Top of RECORDS PROVIDED

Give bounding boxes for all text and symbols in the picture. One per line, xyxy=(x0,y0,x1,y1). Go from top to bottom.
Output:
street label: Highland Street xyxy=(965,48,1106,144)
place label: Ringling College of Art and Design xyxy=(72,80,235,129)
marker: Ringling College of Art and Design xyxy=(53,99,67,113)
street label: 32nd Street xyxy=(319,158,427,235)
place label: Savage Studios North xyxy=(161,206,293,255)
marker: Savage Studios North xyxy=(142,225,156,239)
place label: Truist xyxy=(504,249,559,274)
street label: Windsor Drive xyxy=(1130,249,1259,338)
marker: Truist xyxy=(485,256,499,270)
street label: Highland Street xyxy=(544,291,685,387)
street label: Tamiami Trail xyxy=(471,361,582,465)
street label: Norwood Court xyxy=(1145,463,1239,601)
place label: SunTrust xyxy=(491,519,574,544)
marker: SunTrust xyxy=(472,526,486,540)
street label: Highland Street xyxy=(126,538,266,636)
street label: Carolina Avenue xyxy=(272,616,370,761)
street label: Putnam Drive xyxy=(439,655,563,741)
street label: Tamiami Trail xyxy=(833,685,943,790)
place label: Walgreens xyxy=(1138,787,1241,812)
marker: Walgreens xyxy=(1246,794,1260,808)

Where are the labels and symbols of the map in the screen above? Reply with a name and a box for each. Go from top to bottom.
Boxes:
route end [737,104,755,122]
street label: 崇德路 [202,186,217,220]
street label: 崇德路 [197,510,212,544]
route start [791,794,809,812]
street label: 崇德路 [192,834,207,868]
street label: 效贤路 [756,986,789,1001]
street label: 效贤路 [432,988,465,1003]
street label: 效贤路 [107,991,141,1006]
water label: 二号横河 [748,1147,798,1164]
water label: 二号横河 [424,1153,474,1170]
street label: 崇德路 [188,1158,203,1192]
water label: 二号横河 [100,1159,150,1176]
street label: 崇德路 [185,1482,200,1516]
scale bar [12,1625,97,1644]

Bottom of RECORDS PROVIDED

● **WORK REQUIRED**
Show all lines in the entries above where the word "from" appears.

● **WRITTEN RESPONSE**
Give bounding boxes for all text and symbols in the picture. One per line, xyxy=(x0,y0,x1,y1). Go from top to bottom.
Where are the labels and symbols of the map in the screen above? Reply with a name and a box for each. Go from top to bottom.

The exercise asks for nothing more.